Indeed he has. And those tools include being in step with the fathers of the Church, and the continuity of their teaching and witness, right up to our own day. Fr Seraphim would have recapitulated the writings of St John of Damascus on Islam, likely using that as a foundation for an expanded critique of his own. He would have employed the Orthodox patristic writings on the spiritual life, and on Moses and the other Old Testament Prophets, contrasting those with the example of Muhammad, to show how the latter was a false prophet and a willing victim of satanic delusion. Stemming from these sources, and from the divine services of the Church, Fr Seraphim would certainly also have strongly refuted Orthodox academic theologians, hierarchs and clergy who teach that Muslims and Christians worship the same God.

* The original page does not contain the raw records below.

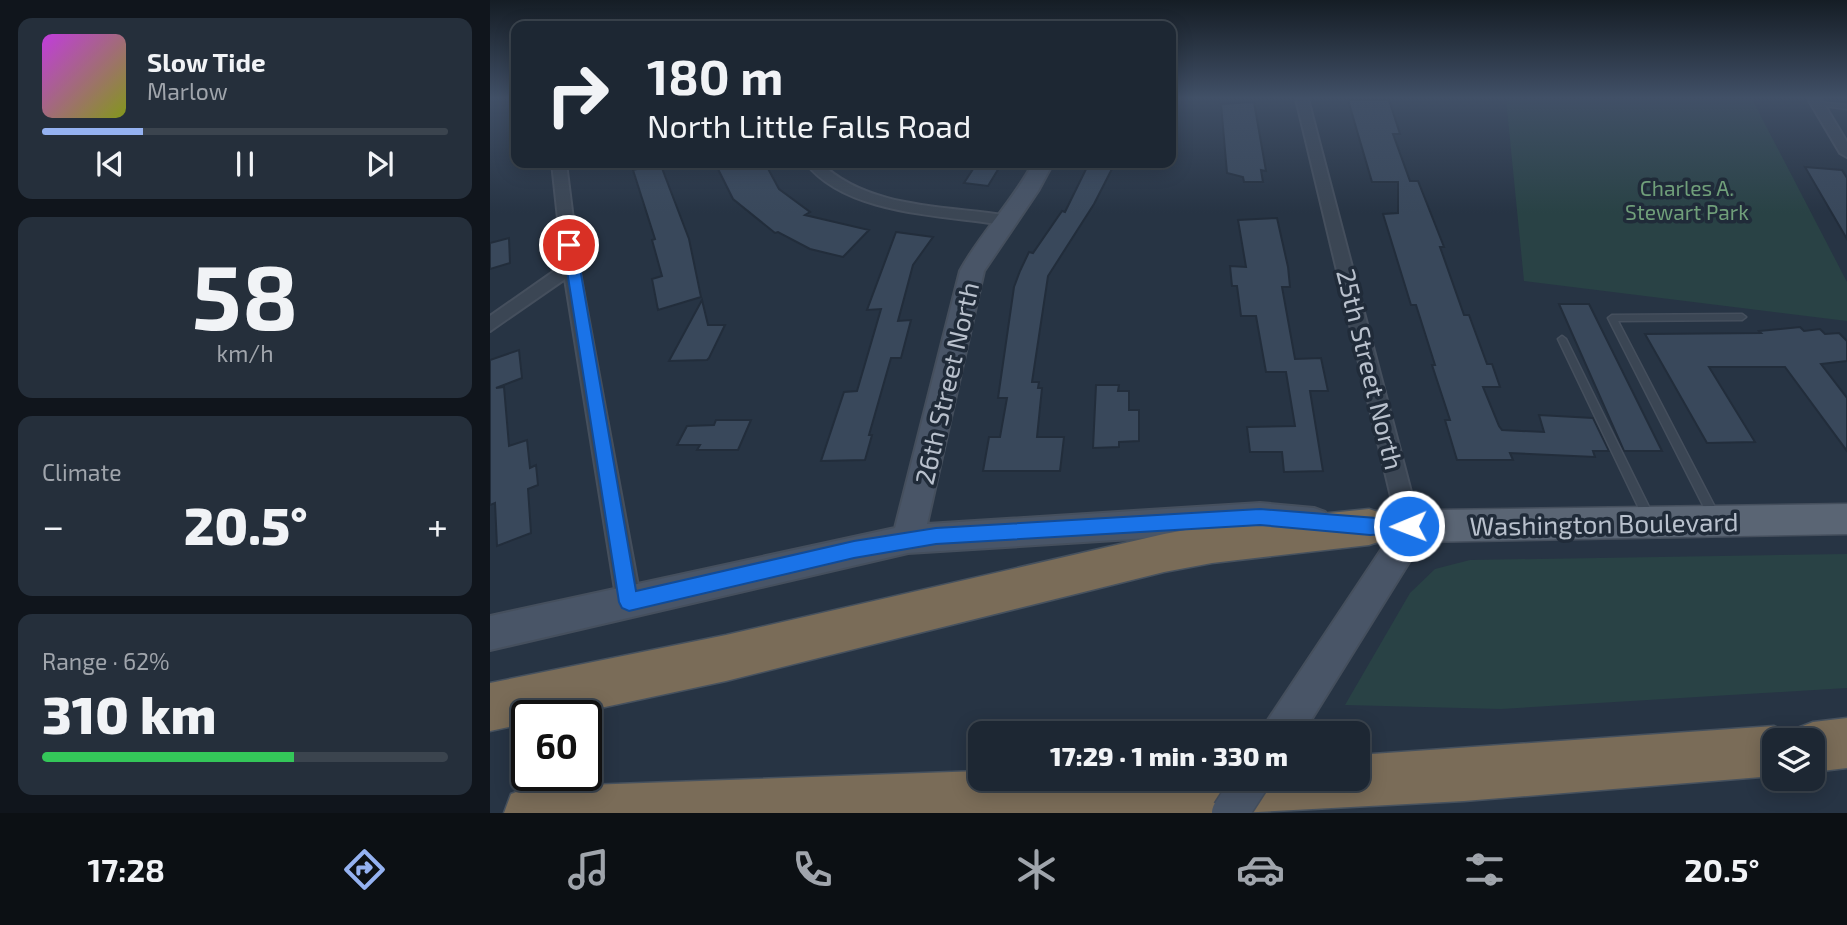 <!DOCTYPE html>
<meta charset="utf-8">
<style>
body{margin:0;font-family:"Exo 2",sans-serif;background:#252f3b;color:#f1f3f6;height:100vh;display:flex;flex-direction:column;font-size:26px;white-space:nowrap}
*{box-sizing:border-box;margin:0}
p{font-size:23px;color:#a0a5ac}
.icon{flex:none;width:38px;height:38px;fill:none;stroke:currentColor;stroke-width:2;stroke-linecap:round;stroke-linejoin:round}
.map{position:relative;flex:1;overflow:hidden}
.details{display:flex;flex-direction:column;gap:18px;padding:18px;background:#10151c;width:490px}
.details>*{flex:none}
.guide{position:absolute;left:21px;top:21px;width:665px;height:147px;border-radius:14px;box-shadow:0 4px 18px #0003,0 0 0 2px #3b444e;background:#1d2733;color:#f1f3f6;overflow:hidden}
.controls{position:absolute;left:1272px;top:728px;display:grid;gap:14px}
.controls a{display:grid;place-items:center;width:63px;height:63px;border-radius:14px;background:#1d2733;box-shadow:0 4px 18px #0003,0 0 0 2px #3b444e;font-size:35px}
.speed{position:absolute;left:21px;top:700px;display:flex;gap:14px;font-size:35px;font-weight:700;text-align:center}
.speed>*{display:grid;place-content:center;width:91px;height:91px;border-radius:50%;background:#1d2733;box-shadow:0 4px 18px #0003,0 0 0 2px #3b444e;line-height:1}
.speed .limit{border:4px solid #111;border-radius:10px;background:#fff;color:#111}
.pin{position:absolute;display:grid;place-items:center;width:60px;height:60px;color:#fff;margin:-30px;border:4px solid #fff;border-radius:50%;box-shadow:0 2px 7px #0007}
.me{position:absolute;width:77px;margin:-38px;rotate:269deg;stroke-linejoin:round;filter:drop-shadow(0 0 5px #0008)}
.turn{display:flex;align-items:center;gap:24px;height:147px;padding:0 21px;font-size:32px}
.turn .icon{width:91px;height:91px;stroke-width:2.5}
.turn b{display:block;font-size:49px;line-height:60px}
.big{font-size:52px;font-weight:800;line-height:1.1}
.details .widget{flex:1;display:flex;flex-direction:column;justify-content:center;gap:10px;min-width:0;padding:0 24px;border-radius:14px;background:#252f3b}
.details .dial{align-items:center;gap:0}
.dial b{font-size:91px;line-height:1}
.song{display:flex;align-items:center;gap:21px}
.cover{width:84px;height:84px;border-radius:10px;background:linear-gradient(135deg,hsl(290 70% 55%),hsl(70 70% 35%))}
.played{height:7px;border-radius:4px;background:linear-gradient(90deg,#95b2f1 25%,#3b444e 25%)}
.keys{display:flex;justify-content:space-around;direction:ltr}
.heat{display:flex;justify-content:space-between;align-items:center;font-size:38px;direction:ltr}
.charge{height:10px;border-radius:5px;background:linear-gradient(90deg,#34c759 62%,#3b444e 0)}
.trip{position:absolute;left:478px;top:721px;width:402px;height:70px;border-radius:14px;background:#1d2733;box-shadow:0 4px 18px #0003,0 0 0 2px #3b444e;font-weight:800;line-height:70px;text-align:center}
.menu{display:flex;height:112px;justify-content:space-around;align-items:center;background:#0c1014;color:#a0a5ac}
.menu .icon{width:49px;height:49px}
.menu .on{color:#95b2f1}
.menu b{font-size:32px;color:#f1f3f6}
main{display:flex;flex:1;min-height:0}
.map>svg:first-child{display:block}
.green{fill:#294245}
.building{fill:#39485b;stroke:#222d3b;stroke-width:2}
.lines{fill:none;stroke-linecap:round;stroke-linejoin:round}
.lane-casing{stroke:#454f5d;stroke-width:3}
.street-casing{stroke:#454f5d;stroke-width:4}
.secondary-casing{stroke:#454f5d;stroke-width:4}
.primary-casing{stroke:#454f5d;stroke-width:3}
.highway-casing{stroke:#46515e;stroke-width:3}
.lane{fill:#3b4654;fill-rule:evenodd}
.street{fill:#3b4654;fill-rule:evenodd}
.secondary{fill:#495567;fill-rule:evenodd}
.primary{fill:#5a6574;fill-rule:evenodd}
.highway{fill:#7a6c58;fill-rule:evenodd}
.secondary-bridge-casing{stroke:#454f5d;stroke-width:39;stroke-linecap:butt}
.secondary-bridge{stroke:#495567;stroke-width:36}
.route{fill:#1a73e8;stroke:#114b97;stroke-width:2}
.labels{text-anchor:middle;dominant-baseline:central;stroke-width:7;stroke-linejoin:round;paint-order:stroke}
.far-park-label{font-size:21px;fill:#709f7a;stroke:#202b39}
.street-label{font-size:26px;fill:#b9c1cd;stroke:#202b39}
</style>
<main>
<section class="details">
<div class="widget">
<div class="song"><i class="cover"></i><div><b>Slow Tide</b><p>Marlow</p></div></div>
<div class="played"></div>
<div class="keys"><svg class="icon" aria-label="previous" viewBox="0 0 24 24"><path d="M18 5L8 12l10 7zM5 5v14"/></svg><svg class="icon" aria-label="pause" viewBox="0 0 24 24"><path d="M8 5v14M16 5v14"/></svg><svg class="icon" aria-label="next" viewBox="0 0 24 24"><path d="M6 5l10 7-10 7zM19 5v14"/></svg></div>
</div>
<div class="widget dial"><b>58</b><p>km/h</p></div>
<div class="widget"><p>Climate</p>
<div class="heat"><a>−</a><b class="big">20.5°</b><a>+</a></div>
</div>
<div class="widget"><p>Range · 62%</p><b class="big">310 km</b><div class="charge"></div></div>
</section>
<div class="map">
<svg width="1357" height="813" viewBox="0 0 1357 813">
<rect width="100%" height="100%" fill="#273444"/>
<path class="green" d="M1016,99H1262L1357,282V321L1034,281Z
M1357,554V688L1011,709L855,705L920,593L945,569L980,560Z"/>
<path class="building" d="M858,100H899L910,134H903L920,181H928L954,247H950L974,315H979L997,364H1002L1010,387H993L1009,426L1012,430L1054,432L1049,415L1103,418L1119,451H1103L1105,457L1020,453L1023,460H967L955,420H960L942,365H945L926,305H921L893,214L908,213V182H882Z
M764,102L776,171L771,170L773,182H754L753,177L737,173L731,104Z
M170,163L199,239L211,297L168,310L162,279L172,276L162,240L165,239L143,170Z
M225,163H275L289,189L320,212L315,215L379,230L353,257L320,249L288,232L285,233L243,199Z
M487,163H512L498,186L474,183Z
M599,163H625L604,204L558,276L542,382H549L548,388H552L547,437H574L570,471H493L499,437H510L517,398H508L524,287L530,271L539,252L543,253L572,211L575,212Z
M1315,167L1352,170L1357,178V239Z
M787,218L798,267L800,287H792L805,359L831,358L838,391H820L833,471L794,472L792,452H760L757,427L805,426L796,372H776L766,316H751L747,286H742L740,266L756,267L748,220Z
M406,232L443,237L423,265L408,321L421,320L411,358H401L379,435H382L375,460L331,461L354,392L367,391L391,309L377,310Z
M19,238L20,263L0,269V243Z
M212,300L218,325H235L219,358L217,360L179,361Z
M1069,304H1099L1172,451H1134Z
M1310,327L1314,331L1330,329L1335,334L1349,333L1357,341V361L1331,364L1357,398V451L1295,367H1219L1265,442L1217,443L1155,334L1271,333L1269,331Z
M29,350L32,378L6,388L14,387L19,446L37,440L40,468L46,465L48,485L38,489L41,533L7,546L5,503L0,505V360Z
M606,385H629L628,391H639V410H649V441L629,442V447L603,448Z
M226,420H261L248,450H207L210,445H187L197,426L224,425Z"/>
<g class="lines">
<defs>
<path id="lane" d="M1328,102L1357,105V109L1326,105V103Z
M1252,314L1256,317L1252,320L1128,321L1228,513L1229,516L1228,519L1224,521L1220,519L1118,318L1122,315Z
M1072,336L1076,339L1163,515L1164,518L1163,521L1159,523L1155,521L1068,339Z"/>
<path id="street" d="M806,99H818L930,526L927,533L919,536L911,533L908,526Z
M1318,99H1331L1357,142V157L1350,153Z
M62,163H76L89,267L151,602L147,610L139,613L131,610L127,602L75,279L0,331V316L73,265Z
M316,163H331C377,208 454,206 514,215L522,220L514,225C454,215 356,215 316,163Z"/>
<path id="secondary" d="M543,163H563L548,191L494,271L437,524L770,503L824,508L835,512L840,522L835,532L824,536L770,531L418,553L0,650V616L405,528L470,271C491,232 523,202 543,163Z
M919,512L930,516L935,526L921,559L813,733H772L778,720L897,541L908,516Z"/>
<path id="primary" d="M1357,504V534L879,543L866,538L861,527L866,516L879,511Z"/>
<path id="highway" d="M879,509L894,514L900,527L894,540L879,545L722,563L674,572L236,681L73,716H37V723L0,731V683L236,635L674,534L722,525Z
M1357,718V768L1323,772V740H1284V776L974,801L749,813H14L21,794L40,787L490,771V779H868V755L1284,726L1303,735L1305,729L1323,722Z"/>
</defs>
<use href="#lane" class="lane-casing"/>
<use href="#street" class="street-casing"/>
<use href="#secondary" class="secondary-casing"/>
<use href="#primary" class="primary-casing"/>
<use href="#highway" class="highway-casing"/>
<use href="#lane" class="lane"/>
<use href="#street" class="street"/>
<use href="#secondary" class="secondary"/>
<use href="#primary" class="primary"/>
<use href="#highway" class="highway"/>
<defs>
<path id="secondary-bridge" d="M740,813L762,779"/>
</defs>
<use href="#secondary-bridge" class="secondary-bridge-casing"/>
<use href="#secondary-bridge" class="secondary-bridge"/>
</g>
<linearGradient id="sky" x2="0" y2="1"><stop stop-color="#151d25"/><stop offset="0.46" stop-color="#415067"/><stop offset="1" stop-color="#415067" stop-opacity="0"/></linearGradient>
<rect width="1357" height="213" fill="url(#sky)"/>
<path class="route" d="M79,241L86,245L146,591L364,541L446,528L770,509L925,521L928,526L925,532L880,535L770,525L446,544L364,558L139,611L132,608L129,602L73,245Z"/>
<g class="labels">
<g class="far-park-label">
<text x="1197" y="187">Charles A.<tspan x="1197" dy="24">Stewart Park</tspan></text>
</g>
<g class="street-label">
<text transform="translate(881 369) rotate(76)">25th Street North</text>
<text transform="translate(456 383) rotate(-77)">26th Street North</text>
<text transform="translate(1114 523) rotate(-1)">Washington Boulevard</text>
</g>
</g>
</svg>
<div class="controls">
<a><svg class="icon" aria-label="layers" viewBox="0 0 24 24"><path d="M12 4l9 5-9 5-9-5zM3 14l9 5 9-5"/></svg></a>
</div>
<div class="speed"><div class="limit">60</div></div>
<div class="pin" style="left:79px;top:245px;background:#d93025"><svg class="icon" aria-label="arrive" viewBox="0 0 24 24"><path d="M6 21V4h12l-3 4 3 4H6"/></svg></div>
<svg class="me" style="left:919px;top:526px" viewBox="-20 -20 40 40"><circle r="17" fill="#1a73e8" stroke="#fff" stroke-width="3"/><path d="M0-11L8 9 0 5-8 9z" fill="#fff"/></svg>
<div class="trip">17:29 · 1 min · 330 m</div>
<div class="guide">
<div class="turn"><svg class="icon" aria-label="right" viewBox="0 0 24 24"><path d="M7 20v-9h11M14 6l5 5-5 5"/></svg><div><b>180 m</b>North Little Falls Road</div></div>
</div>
</div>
</main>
<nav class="menu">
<b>17:28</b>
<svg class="icon on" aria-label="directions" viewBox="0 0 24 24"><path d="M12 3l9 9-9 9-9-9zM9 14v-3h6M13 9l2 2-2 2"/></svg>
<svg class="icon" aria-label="music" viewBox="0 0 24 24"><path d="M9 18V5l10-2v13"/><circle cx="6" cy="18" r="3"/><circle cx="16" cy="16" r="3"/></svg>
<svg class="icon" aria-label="phone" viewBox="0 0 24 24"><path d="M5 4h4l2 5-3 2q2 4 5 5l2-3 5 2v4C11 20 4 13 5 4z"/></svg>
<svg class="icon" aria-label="climate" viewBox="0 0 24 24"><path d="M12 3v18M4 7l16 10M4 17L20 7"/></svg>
<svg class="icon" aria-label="car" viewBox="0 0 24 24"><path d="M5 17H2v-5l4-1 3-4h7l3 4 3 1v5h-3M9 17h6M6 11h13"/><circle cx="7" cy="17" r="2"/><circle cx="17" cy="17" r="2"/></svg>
<svg class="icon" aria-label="filters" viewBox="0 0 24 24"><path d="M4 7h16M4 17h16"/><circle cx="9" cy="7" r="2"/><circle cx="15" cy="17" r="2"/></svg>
<b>20.5°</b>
</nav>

In looking at the spread of Islam in our contemporary world, and how it impacts Christianity, Fr Seraphim would have been in correspondence with recent and current fathers such as New Priest-Martyr Fr Daniil Sysoev of Moscow (†2009), who was a powerful missionary to Muslims. Fr Seraphim would have rejoiced in the Indonesian Orthodox Mission and Fr Daniel Byantoro, as well as in Coptic priest Fr Zakaria Botros, and held these brave strugglers up as examples of fervent and authentic Orthodox witness. He would have lamented the horrendous and bloody Muslim persecutions of Christians in Nigeria, Egypt, Iraq, Lebanon, Syria, Iran, and elsewhere, urging us to pray for our harassed and threatened brethren in these lands. He would have extolled the heroic faith of Iranian pastor Youcef Nadarkhani (imprisoned under a death sentence for over a thousand days for refusing to renounce his faith in Christ and convert to Islam). Fr Seraphim would also have been in contact with Dcn George Maximov, friend and co-laborer of Fr Daniil Sysoev, and a highly regarded Russian Orthodox theologian who has been writing on Islam for a decade now. Fr Seraphim would have affirmed the work of Anglican pastor and author Dr Mark Durie, and the prodigious resources unearthed by historians Bat Ye'or and Andrew Bostom in documenting Islamic jihad and treatment of non-Muslims over the past fourteen centuries. And Fr Seraphim would have held up as examples for us the Holy Neomartyrs under the Ottoman Muslim yoke and the Orthodox Genocide, just as forty years ago he held up the New Martyrs and Catacomb Saints under the Soviet Atheists.

I think it safe to say that Hieromonk Seraphim would have warned and exhorted us, urging us to live our Orthodox Faith to the fullest, with warm and fervent hearts, and not merely correct head-knowledge. Fr Seraphim would have continued to preach the Gospel to this weary world, reminding us of the Lord's words, "By your patience possess ye your souls," for the gates of hell shall not prevail against His Church.  He would have exhorted us to "Lift up our heads, for our redemption draws nigh!"

May we have his blessing and his intercessions!

O Holy Father Seraphim, pray to God for us!